FIG. 8C illustrates an embodiment of a hierarchical semantic point module, according to various embodiments of the disclosure;

FIG. 9A illustrates various usage scenarios of the system for determining semantic points in a human-to-human conversation, according to various embodiments of the disclosure;

FIG. 9B illustrates various usage scenarios of the system for determining semantic points in a human-to-human conversation, according to various embodiments of the disclosure;

FIG. 9C illustrates various usage scenarios of the system for determining semantic points in a human-to-human conversation, according to various embodiments of the disclosure;

FIG. 9D illustrates various usage scenarios of the system for determining semantic points in a human-to-human conversation, according to various embodiments of the disclosure;

FIG. 9E illustrates various usage scenarios of the system for determining semantic points in a human-to-human conversation, according to various embodiments of the disclosure;

FIG. 9F illustrates various usage scenarios of the system for determining semantic points in a human-to-human conversation, according to various embodiments of the disclosure;

FIG. 9G illustrates various usage scenarios of the system for determining semantic points in a human-to-human conversation, according to various embodiments of the disclosure;

FIG. 9H illustrates various usage scenarios of the system for determining semantic points in a human-to-human conversation, according to various embodiments of the disclosure; and

FIG. 10 illustrates a process flow for determining semantic points in a human-to-human conversation, according to an embodiment of the disclosure.

Throughout the drawings, like reference numerals will be understood to refer to like parts, components, and structures.

DETAILED DESCRIPTION

The following description with reference to the accompanying drawings is provided to assist in a comprehensive understanding of various embodiments of the disclosure as defined by the claims and their equivalents. It includes various specific details to assist in that understanding but these are to be regarded as merely exemplary. Accordingly, those of ordinary skill in the art will recognize that various changes and modifications of the various embodiments described herein can be made without departing from the scope and spirit of the disclosure. In addition, descriptions of well-known functions and constructions may be omitted for clarity and conciseness.

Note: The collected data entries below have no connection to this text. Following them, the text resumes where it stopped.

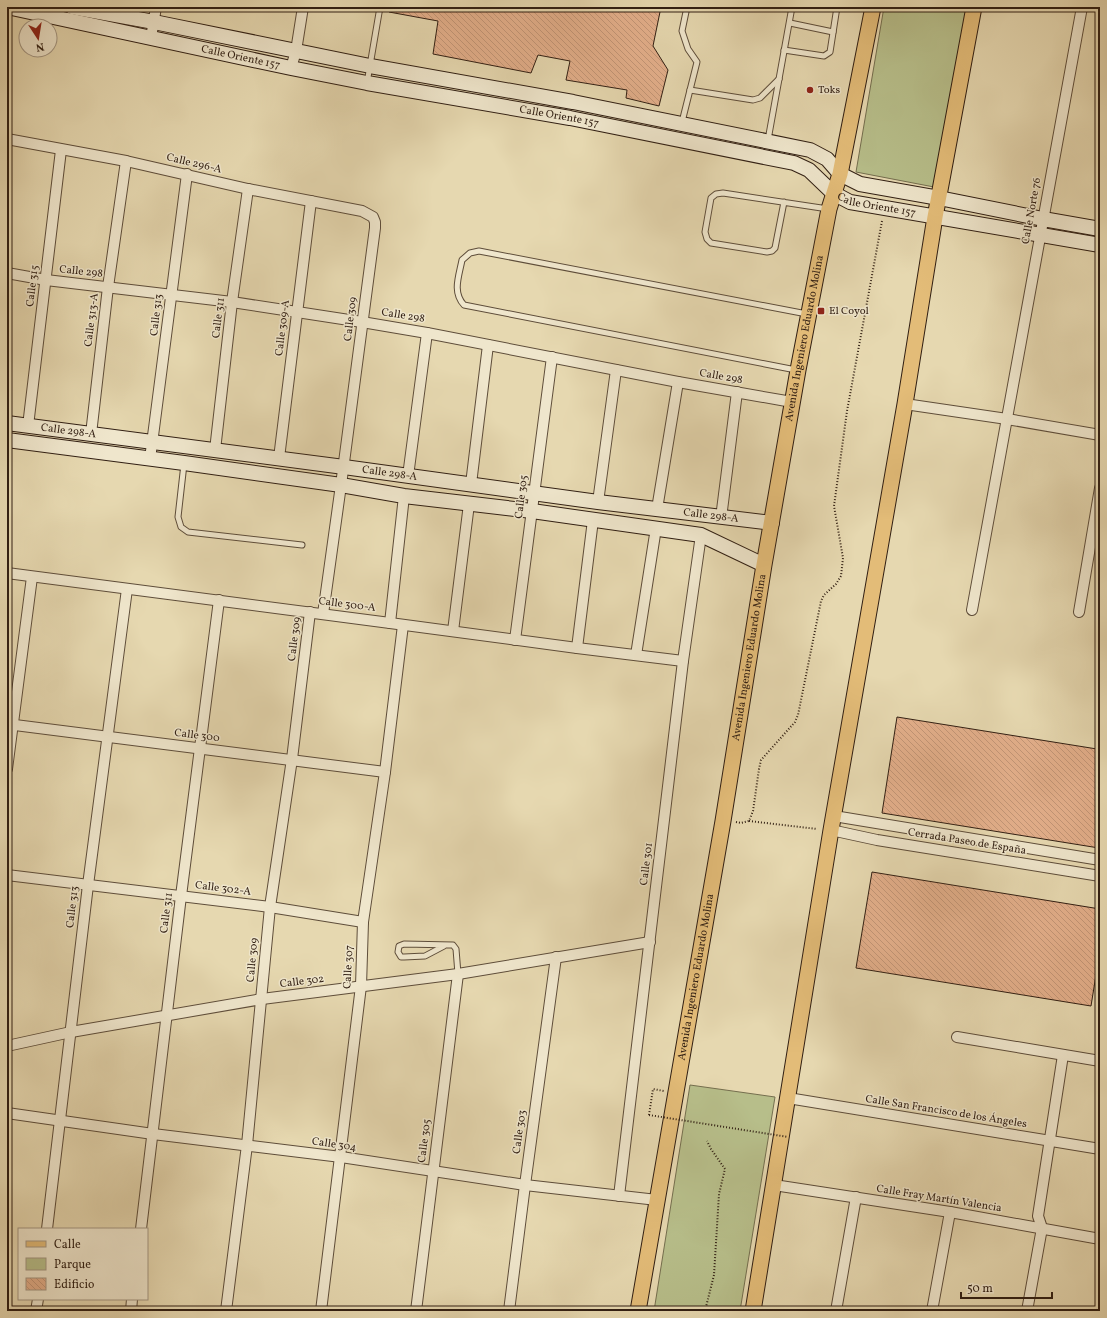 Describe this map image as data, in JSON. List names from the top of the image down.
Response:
{
  "streets": {
    "main road": ["Avenida Ingeniero Eduardo Molina"],
    "street": [
      "Calle Oriente 157",
      "Calle 296-A",
      "Calle Norte 76",
      "Calle 298",
      "Calle 315",
      "Calle 313",
      "Calle 311",
      "Calle 309",
      "Calle 313-A",
      "Calle 309-A",
      "Calle 298-A",
      "Calle 305",
      "Calle 300-A",
      "Calle 300",
      "Cerrada Paseo de España",
      "Calle 301",
      "Calle 302-A",
      "Calle 307",
      "Calle 302",
      "Calle San Francisco de los Ángeles",
      "Calle 303",
      "Calle 304",
      "Calle Fray Martín Valencia"
    ]
  },
  "crossings": [
    ["Calle Oriente 157", "Calle Norte 76"],
    ["Calle Oriente 157", "Avenida Ingeniero Eduardo Molina"],
    ["Calle 296-A", "Calle 315"],
    ["Calle 296-A", "Calle 313"],
    ["Calle 296-A", "Calle 311"],
    ["Calle 296-A", "Calle 309"],
    ["Calle 296-A", "Calle 313-A"],
    ["Calle 296-A", "Calle 309-A"],
    ["Calle 298", "Calle 315"],
    ["Calle 298", "Calle 313"],
    ["Calle 298", "Calle 311"],
    ["Calle 298", "Calle 309"],
    ["Calle 298", "Calle 313-A"],
    ["Calle 298", "Calle 309-A"],
    ["Calle 298", "Avenida Ingeniero Eduardo Molina"],
    ["Calle 298", "Calle 305"],
    ["Calle 315", "Calle 298-A"],
    ["Calle 313", "Calle 298-A"],
    ["Calle 313", "Calle 300-A"],
    ["Calle 313", "Calle 300"],
    ["Calle 313", "Calle 302-A"],
    ["Calle 313", "Calle 302"],
    ["Calle 313", "Calle 304"],
    ["Calle 311", "Calle 298-A"],
    ["Calle 311", "Calle 300-A"],
    ["Calle 311", "Calle 300"],
    ["Calle 311", "Calle 302-A"],
    ["Calle 311", "Calle 302"],
    ["Calle 311", "Calle 304"],
    ["Calle 309", "Calle 298-A"],
    ["Calle 309", "Calle 300-A"],
    ["Calle 309", "Calle 300"],
    ["Calle 309", "Calle 302-A"],
    ["Calle 309", "Calle 302"],
    ["Calle 309", "Calle 304"],
    ["Calle 313-A", "Calle 298-A"],
    ["Calle 309-A", "Calle 298-A"],
    ["Avenida Ingeniero Eduardo Molina", "Calle 298-A"],
    ["Avenida Ingeniero Eduardo Molina", "Calle 304"],
    ["Calle 298-A", "Calle 305"],
    ["Calle 298-A", "Calle 301"],
    ["Calle 305", "Calle 300-A"],
    ["Calle 305", "Calle 302"],
    ["Calle 305", "Calle 304"],
    ["Calle 300-A", "Calle 301"],
    ["Calle 300-A", "Calle 307"],
    ["Calle 300", "Calle 307"],
    ["Calle 301", "Calle 302"],
    ["Calle 301", "Calle 304"],
    ["Calle 302-A", "Calle 307"],
    ["Calle 307", "Calle 302"],
    ["Calle 307", "Calle 304"],
    ["Calle 302", "Calle 303"],
    ["Calle 303", "Calle 304"]
  ],
  "places": {
    "other": ["Toks"],
    "transit": ["El Coyol"]
  },
  "legend": ["Calle", "Parque", "Edificio"],
  "scale_bar": "50 m",
  "north": "bottom"
}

The terms and words used in the following description and claims are not limited to the bibliographical meanings, but, are merely used by the inventor to enable a clear and consistent understanding of the disclosure. Accordingly, it should be apparent to those skilled in the art that the following description of various embodiments of the disclosure is provided for illustration purpose only and not for the purpose of limiting the disclosure as defined by the appended claims and their equivalents.

It is to be understood that the singular forms “a,” “an,” and “the” include plural referents unless the context clearly dictates otherwise. Thus, for example, reference to “a component surface” includes reference to one or more of such surfaces.

Reference throughout this disclosure to “an aspect”, “another aspect” or similar language means that a particular feature, structure, or characteristic described in connection with the embodiment is included in at least one embodiment of disclosure. Thus, appearances of the phrase “in an embodiment”, “in another embodiment” and similar language throughout this disclosure may, but do not necessarily, all refer to the same embodiment.

The terms “comprise”, “comprising”, or any other variations thereof, are intended to cover a non-exclusive inclusion, such that a process or method that comprises a list of steps does not include only those steps but may include other steps not expressly listed or inherent to such process or method. Similarly, one or more devices or sub-systems or elements or structures or components proceeded by “comprises . . . a” does not, without more constraints, preclude the existence of other devices or other sub-systems or other elements or other structures or other components or additional devices or additional sub-systems or additional elements or additional structures or additional components.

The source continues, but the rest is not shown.